Though I never met J G Farrell, I feel closer to him than to any other writer of my generation. This may be partly because he writes in such an engaging way but more, I suspect, because we both underwent the formative - or deformative - experience of polio and the iron lung as young adults in the 1950s. Indeed, the image at the end of Farrell's Irish novel, Troubles, of the major buried up to his neck in sand awaiting the incoming tide, has always struck me as far more evocative of the polio experience than anything in his earlier novel The Lung, which deals with it directly.

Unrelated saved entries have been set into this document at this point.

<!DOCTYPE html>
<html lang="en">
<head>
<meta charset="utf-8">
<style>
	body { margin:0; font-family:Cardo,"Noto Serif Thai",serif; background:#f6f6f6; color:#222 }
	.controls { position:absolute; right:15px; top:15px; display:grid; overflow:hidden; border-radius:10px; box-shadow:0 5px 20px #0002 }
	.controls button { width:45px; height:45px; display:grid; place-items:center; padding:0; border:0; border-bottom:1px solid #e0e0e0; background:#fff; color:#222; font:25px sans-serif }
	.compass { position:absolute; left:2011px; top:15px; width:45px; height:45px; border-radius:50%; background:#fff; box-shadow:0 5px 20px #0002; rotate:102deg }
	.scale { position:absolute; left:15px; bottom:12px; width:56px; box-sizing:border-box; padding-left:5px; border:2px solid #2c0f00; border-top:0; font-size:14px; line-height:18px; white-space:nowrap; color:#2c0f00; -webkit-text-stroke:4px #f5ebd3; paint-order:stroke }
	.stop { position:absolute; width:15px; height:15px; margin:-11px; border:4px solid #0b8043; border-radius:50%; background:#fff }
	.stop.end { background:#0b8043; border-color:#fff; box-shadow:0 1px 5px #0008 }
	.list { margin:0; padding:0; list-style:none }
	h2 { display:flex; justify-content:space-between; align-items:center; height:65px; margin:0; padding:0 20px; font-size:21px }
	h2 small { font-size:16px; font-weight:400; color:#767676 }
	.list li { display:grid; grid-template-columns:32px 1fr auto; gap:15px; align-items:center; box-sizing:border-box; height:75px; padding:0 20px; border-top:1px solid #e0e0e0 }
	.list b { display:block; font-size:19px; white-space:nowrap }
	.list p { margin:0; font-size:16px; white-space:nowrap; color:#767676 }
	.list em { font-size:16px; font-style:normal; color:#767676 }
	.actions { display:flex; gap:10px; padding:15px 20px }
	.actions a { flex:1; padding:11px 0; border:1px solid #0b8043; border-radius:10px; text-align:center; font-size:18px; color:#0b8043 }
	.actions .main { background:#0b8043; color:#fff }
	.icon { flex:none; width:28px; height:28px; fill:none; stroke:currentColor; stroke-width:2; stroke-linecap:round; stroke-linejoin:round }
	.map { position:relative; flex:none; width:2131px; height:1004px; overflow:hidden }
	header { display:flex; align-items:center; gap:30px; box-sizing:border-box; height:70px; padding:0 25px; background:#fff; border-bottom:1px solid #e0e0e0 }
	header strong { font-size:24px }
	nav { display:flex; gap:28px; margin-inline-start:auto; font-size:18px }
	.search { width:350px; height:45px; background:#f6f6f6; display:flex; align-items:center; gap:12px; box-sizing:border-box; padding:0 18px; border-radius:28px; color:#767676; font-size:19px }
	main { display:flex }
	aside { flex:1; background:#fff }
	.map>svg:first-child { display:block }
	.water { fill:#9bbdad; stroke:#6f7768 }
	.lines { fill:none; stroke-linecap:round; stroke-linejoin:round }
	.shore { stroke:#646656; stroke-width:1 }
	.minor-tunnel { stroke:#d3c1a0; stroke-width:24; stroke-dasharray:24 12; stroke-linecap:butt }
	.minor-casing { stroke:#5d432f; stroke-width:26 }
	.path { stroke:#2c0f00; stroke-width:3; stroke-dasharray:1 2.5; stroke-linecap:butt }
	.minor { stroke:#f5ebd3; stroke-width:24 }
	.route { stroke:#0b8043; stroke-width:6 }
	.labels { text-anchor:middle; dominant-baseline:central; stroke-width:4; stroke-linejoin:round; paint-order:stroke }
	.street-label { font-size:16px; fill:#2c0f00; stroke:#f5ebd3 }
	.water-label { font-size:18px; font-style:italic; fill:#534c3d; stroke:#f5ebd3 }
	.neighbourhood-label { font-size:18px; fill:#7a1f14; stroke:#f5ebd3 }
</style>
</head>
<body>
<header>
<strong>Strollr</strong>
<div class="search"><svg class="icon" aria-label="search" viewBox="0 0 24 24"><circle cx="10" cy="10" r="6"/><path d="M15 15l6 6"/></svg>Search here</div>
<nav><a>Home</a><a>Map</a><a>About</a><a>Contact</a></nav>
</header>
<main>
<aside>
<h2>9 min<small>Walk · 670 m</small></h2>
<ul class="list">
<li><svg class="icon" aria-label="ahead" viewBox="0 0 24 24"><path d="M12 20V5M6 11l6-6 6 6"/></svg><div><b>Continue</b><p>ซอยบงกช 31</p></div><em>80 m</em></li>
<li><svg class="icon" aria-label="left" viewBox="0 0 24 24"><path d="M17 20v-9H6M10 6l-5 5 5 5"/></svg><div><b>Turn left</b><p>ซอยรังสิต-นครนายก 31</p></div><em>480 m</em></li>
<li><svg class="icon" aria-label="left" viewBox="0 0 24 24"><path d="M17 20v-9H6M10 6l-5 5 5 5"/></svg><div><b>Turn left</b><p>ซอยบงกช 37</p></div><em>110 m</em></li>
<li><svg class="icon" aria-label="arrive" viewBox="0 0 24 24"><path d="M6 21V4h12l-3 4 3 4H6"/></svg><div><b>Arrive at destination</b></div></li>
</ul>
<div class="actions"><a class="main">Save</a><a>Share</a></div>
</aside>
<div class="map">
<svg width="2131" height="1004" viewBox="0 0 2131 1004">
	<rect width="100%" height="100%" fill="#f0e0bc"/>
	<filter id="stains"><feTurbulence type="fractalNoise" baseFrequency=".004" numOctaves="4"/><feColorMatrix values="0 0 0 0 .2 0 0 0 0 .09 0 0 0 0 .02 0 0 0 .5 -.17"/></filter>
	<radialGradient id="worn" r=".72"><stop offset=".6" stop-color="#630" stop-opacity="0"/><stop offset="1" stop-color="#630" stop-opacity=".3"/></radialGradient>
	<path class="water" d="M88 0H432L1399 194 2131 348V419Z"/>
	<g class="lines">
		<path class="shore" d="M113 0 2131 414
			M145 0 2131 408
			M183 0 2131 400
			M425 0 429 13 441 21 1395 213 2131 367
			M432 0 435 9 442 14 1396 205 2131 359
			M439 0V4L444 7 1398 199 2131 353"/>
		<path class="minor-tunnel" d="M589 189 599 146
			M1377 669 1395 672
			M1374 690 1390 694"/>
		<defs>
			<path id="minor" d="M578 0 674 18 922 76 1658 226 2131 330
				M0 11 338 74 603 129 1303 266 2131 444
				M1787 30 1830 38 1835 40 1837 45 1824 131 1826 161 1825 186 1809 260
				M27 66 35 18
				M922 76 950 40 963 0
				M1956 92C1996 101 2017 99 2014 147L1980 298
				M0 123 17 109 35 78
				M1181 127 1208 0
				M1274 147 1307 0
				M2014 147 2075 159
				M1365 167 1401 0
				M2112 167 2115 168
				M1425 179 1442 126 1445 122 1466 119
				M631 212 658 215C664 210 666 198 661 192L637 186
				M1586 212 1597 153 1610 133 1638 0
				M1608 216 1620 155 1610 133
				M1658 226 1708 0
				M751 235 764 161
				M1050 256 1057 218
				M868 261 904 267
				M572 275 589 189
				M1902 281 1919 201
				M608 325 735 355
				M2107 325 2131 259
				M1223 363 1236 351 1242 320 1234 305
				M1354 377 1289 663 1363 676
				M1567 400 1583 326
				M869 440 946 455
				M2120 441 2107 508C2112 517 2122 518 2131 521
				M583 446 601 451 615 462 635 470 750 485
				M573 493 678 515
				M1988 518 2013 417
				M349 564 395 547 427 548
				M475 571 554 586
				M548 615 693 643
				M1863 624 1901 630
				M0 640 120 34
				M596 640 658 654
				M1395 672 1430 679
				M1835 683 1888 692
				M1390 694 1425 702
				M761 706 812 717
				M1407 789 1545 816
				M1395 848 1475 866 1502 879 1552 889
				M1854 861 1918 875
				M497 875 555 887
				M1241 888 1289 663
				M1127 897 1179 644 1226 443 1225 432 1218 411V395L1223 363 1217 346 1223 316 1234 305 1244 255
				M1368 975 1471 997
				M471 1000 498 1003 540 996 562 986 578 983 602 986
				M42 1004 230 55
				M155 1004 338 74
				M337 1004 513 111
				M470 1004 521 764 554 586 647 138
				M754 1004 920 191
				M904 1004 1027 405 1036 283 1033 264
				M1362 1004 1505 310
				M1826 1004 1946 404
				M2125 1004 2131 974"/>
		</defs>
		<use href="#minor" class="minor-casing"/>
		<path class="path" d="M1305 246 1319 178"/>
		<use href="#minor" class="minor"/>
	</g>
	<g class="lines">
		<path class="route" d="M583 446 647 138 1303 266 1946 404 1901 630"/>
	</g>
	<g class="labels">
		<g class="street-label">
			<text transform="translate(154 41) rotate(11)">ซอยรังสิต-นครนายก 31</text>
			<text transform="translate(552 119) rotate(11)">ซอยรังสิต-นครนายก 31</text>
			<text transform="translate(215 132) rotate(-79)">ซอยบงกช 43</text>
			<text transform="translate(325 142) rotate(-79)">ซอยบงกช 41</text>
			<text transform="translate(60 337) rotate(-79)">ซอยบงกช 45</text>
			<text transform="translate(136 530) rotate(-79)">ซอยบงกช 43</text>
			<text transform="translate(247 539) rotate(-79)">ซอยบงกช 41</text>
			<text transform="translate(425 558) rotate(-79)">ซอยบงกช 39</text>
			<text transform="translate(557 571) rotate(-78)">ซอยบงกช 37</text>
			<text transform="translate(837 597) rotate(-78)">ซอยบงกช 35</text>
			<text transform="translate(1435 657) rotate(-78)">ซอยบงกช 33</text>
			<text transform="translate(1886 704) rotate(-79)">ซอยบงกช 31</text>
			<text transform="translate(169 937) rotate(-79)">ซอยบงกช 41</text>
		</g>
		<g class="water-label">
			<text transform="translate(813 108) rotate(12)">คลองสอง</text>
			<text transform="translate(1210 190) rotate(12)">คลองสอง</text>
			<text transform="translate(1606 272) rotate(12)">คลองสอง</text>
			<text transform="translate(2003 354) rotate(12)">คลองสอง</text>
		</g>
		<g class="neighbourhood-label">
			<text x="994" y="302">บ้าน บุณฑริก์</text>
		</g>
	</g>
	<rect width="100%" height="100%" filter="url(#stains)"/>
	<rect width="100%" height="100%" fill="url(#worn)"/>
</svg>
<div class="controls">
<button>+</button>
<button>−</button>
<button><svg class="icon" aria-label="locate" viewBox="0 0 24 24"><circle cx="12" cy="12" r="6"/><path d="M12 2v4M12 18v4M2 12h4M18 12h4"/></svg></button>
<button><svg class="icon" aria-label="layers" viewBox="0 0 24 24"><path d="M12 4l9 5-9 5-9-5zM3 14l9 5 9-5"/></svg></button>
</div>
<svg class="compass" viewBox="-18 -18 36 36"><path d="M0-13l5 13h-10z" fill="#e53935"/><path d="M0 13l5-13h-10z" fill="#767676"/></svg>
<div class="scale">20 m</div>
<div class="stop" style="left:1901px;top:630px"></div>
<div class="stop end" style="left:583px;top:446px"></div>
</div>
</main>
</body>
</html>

Jim Farrell was born in 1935 in Liverpool, an appropriate point of entry for someone describing himself as "half Irish and half English". Much of his childhood was spent in Ireland, but he was sent to an English public school. From there he went to Oxford to read law and play rugby, at which he excelled. Polio put paid to both. It left him with considerable upper-body weakness but concentrated his mind on becoming a writer. Polio survivors tend to be "overachievers" according to psychiatric studies, and Farrell fits the mould. "I'm the most ambitious person you'll ever know," he told one girlfriend. He was prepared to sacrifice material comfort and domestic fulfilment to achieve his aim. After a period in France he lived in a series of rented rooms in London, while he pursued a number of love affairs with attractive young women. The most serious of his early relationships ended in tragedy when the girl was appallingly injured in a car crash and Farrell, after keeping watch at her bedside as though her life depended on it, guiltily disengaged himself once she began her slow and partial recovery.
The least unsatisfactory of the affairs that followed seems to have been with a call-girl who made no demands on him. Most other young women were bewildered by his savage mood swings. "The dilemma," according to his biographer, "was that the women who most attracted him, those who were cerebral, sensitive, tinged with self-doubt and many years his junior, became dependent precisely because they lacked the self-sufficiency and independence that he could have lived with, yet fled from."
Farrell himself was a "self-sufficient blend of male and female capability". He could look after himself and enjoyed cooking and entertaining his friends. One girlfriend said: "Jim was an innately confident person who pretended to be a fall guy . . . The baby bird who had fallen out of the nest was, to me, the tough rugby player underneath." He believed that he was "incapable of writing when living in close contact with someone". Yet his first three novels, A Man from Elsewhere, The Lung and A Girl in the Head hardly justify his confidence in his destiny as a novelist. His awareness of how far short of his goal he was contributed to a haughty loneliness that was indistinguishable from arrogance. During his long apprenticeship Farrell, for all his charm, cuts an unattractive figure.
The turning point in his fortunes came with the award of a Harkness fellowship, which took him to America for two years and enabled him to find the subject that would absorb him as a writer for the rest of his life, the Empire. "It seemed to me," he once said, "that the really interesting thing that's happened during my lifetime has been the decline of the British Empire." He also remarked that "being half Irish and half English I'm able to look at the same thing from both sides - from that of the colonist and the colonised".
With the publication in 1970 of Troubles, the first of what became known as the "Empire trilogy", Farrell achieved recognition. The sequel, The Siege of Krishnapur, won the Booker prize in 1973. The previous year's winner, John Berger, had created a furore by attacking Booker for exploiting its workers in the West Indies and had given half the prize money to the Black Panthers. Farrell was expected to be more compliant but he, too, bit the hand that fed him, though he stopped short of giving away the money.
The third book in the Empire trilogy, The Singapore Grip, was Farrell's personal attempt on the novelistic summit, War and Peace, as Timothy Mo recognised in these pages. A good attempt, too, though in the end perhaps the history overwhelms the fictional invention. Farrell then left his rented accommodation in London to live in the south-west of Ireland where he seems to have achieved a measure of calm, discovering among other things the pleasures of fishing. That was his undoing. Caught in a storm on a rock at the sea's edge he lost his footing and drowned. He was just 43.
Lavinia Greacen has written a long book on a short(ish) life. Researched exhaustively, it is clearly a labour of love, but it would have benefited from more rigorous editing.